- Born: 21 April 1891 Edinburgh, Scotland
- Died: 19 July 1973 (aged 82) Toronto, Ontario
- Education: George Watson's College
- Spouse: Gladys Kyle Osborn ​(m. 1918)​
- Allegiance: United Kingdom
- Branch: British Army
- Service years: 1914–1919
- Rank: Major
- Unit: Royal Garrison Artillery
- Conflicts: World War I

= L. Stuart Mackersy =

Scottish-Canadian banker (1891–1973)

Lindsay Stuart Mackersy (21 April 1891 – 19 July 1973) was a Scottish-Canadian banker who served from 1953 to 1956 as president and from 1956 to 1961 chairman of the Imperial Bank of Canada, and then from 1961 to 1963 as the first chairman of the Canadian Imperial Bank of Commerce (CIBC).

Mackersy began his career with the Imperial Bank in 1911. After serving as an artillery officer in the war, he rejoined the bank and, over the ensuing decades, received a series of managerial positions.
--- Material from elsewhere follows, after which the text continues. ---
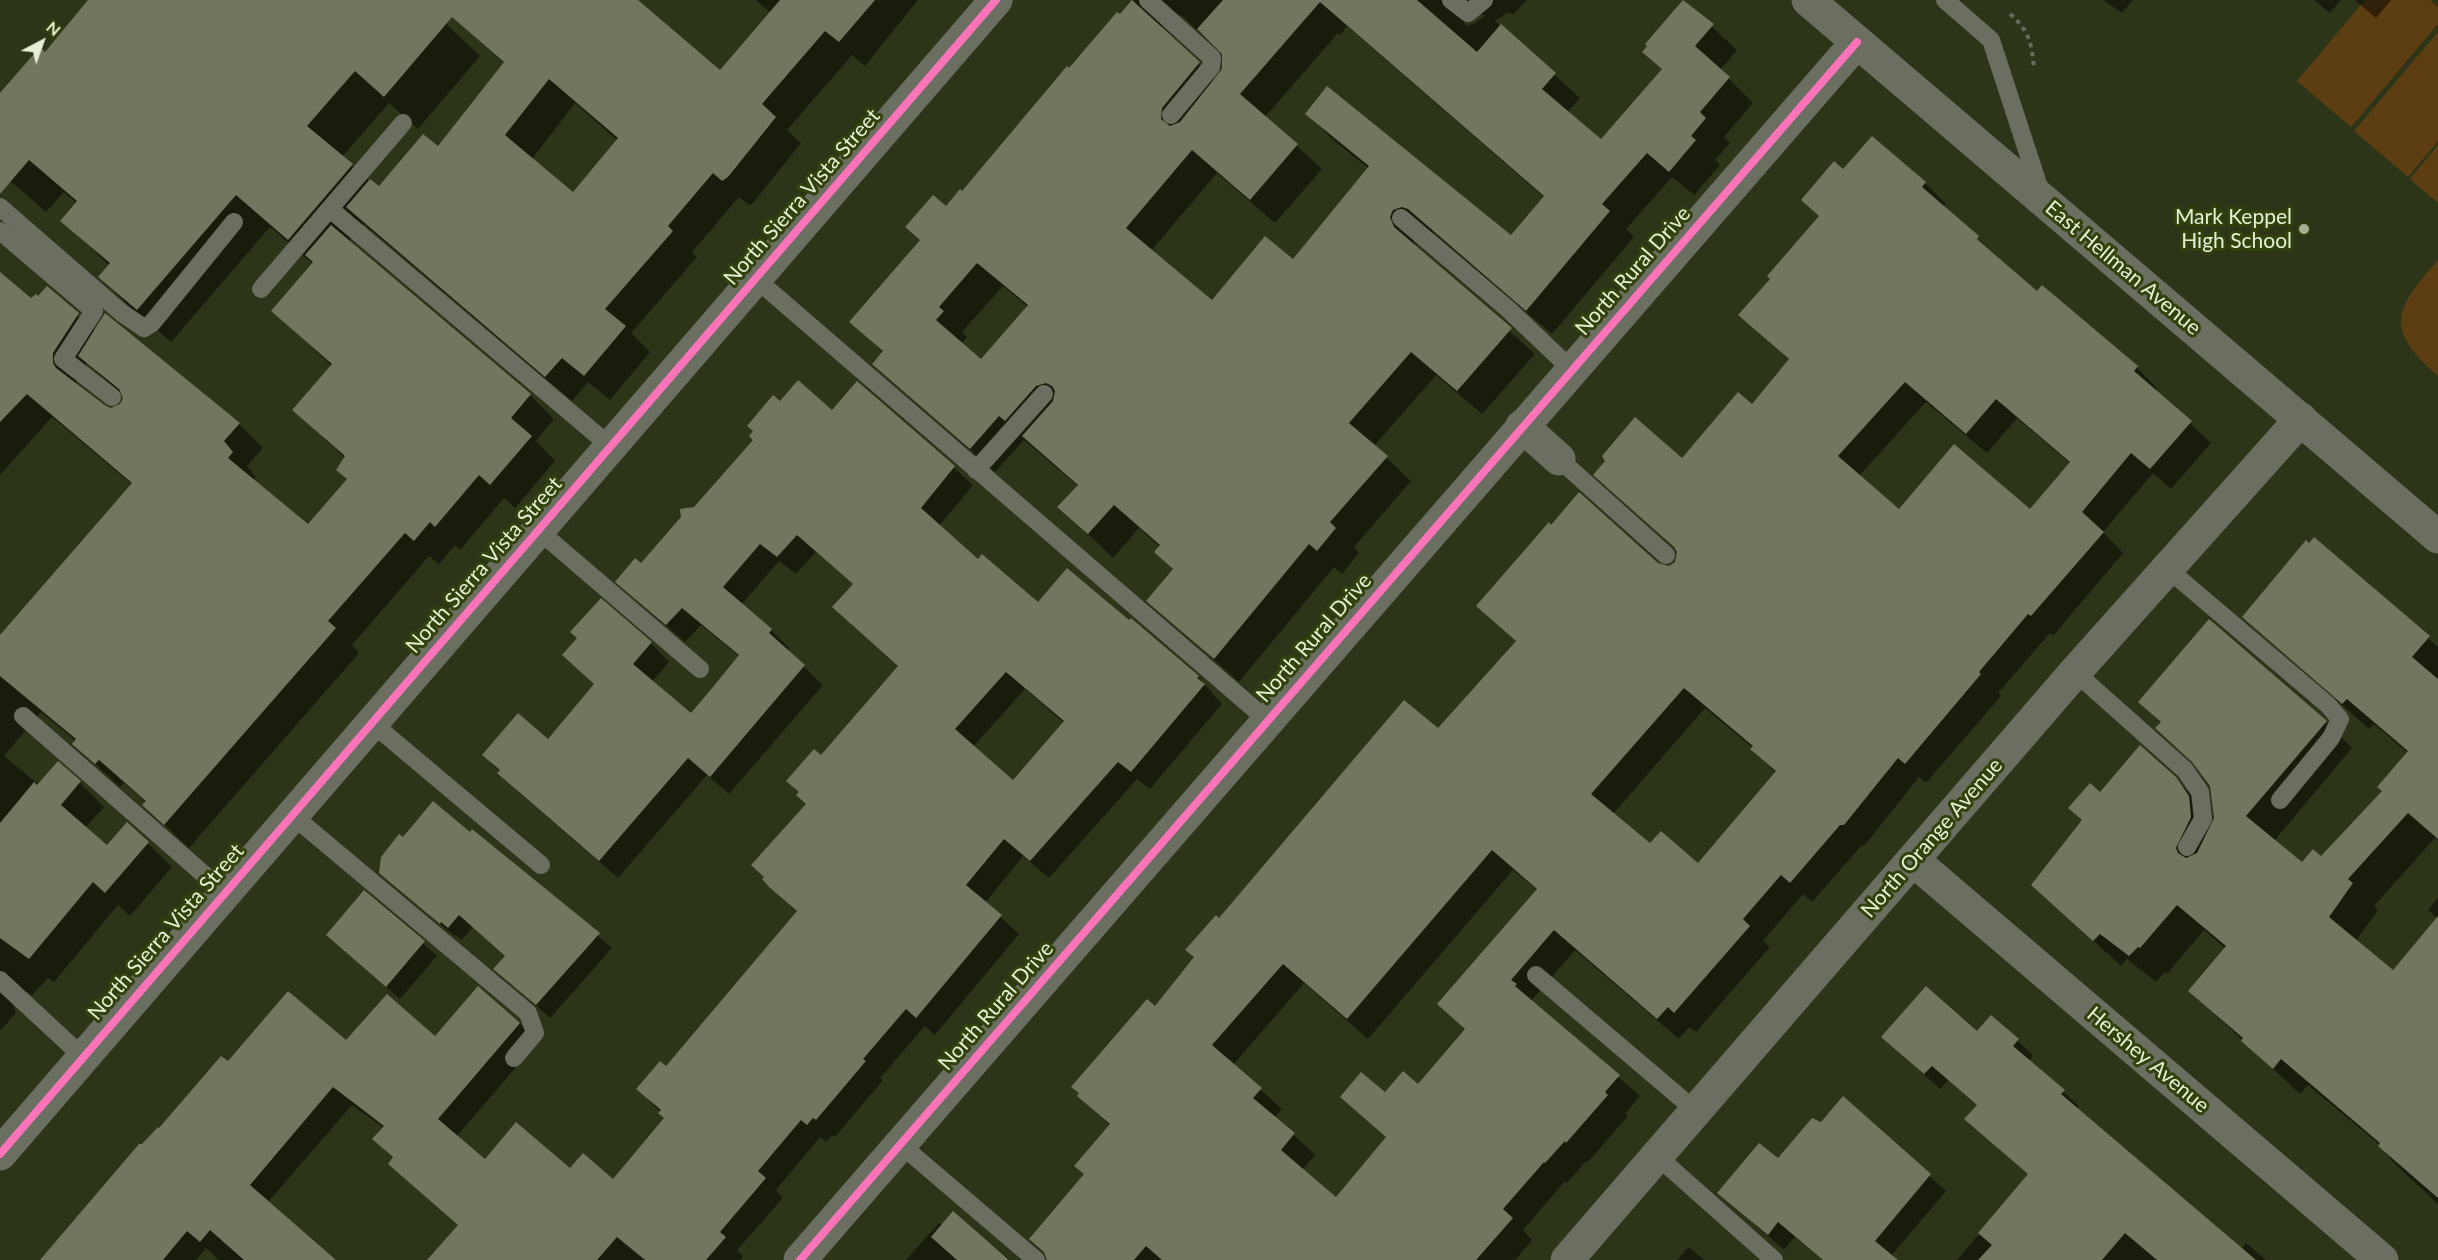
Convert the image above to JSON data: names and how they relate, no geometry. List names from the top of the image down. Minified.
{"streets":{"street":["North Sierra Vista Street","East Hellman Avenue","North Rural Drive","North Orange Avenue","Hershey Avenue"]},"crossings":[["East Hellman Avenue","North Rural Drive"],["East Hellman Avenue","North Orange Avenue"],["North Orange Avenue","Hershey Avenue"]],"places":["Mark Keppel High School"],"north":"top right"}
He was assigned to the head office in Toronto in 1943, became president in 1953, and chairman in 1956. In October 1960, Mackersy initiated the discussions that resulted in the formation of the CIBC.

After the merger in 1961, he became the new bank's first chairman, remaining in office until 1963. He retired as a director in 1966, and died in 1973 at age 82.

== Early life and military service ==
Mackersy was born in Edinburgh on 21 April 1891 to William Robert Mackersy and Mary Luke Callum. Mackersy came to Canada in 1911 and that December joined the Imperial Bank in Toronto and was sent to the bank's branch in Red Deer, Alberta.

In World War I, Mackersy served as an officer in the Royal Garrison Artillery in Malta and France. He was awarded the military cross.

== Career ==
After the war, Mackersy rejoined the bank in Vancouver. In January 1923 he was appointed an accountant in Nelson, British Columbia, and then in April 1927 an accountant in Edmonton. In August 1929 he was appointed assistant manager in Edmonton, in February 1936 assistant western superintendent in Winnipeg, and in January 1942 manager in Winnipeg. In October 1943 he was transferred to the head office in Toronto where he became general supervisor. He was appointed assistant general manager in October 1944, and general manager in January 1950. Mackersy was elected a director in 1951. In 1953, he was appointed president, succeeding Iredell Killaly Johnston, who died unexpectedly in February of that year. Mackersy remained president until 1956, when he was elected chairman of the board.

In October 1960, fearful of a takeover by Barclays Bank Canada, Mackersy opened merger discussion with Neil John McKinnon, president and chairman of the Canadian Bank of Commerce. The first meeting happened secretively at McKinnon's house at 116 Dunvegan Road. The two men arrived quickly at an agreement, and on 1 June 1961, the banks merged to form the Canadian Imperial Bank of Commerce. Upon the merger, McKinnon became president and Mackersy became chairman. Mackersy remained in office until 23 May 1963. He remained a director until his retirement in December 1966.

== Personal life ==
On 14 September 1918 at Christ Church Crewe, Mackersy married Gladys Kyle Osborn (1893–1965) of Nantwich, Cheshire. They had three daughters, Monica (1923–2008), Joan (–2003), and Anne. Mackersy died in Toronto on 19 July 1973 at age 82.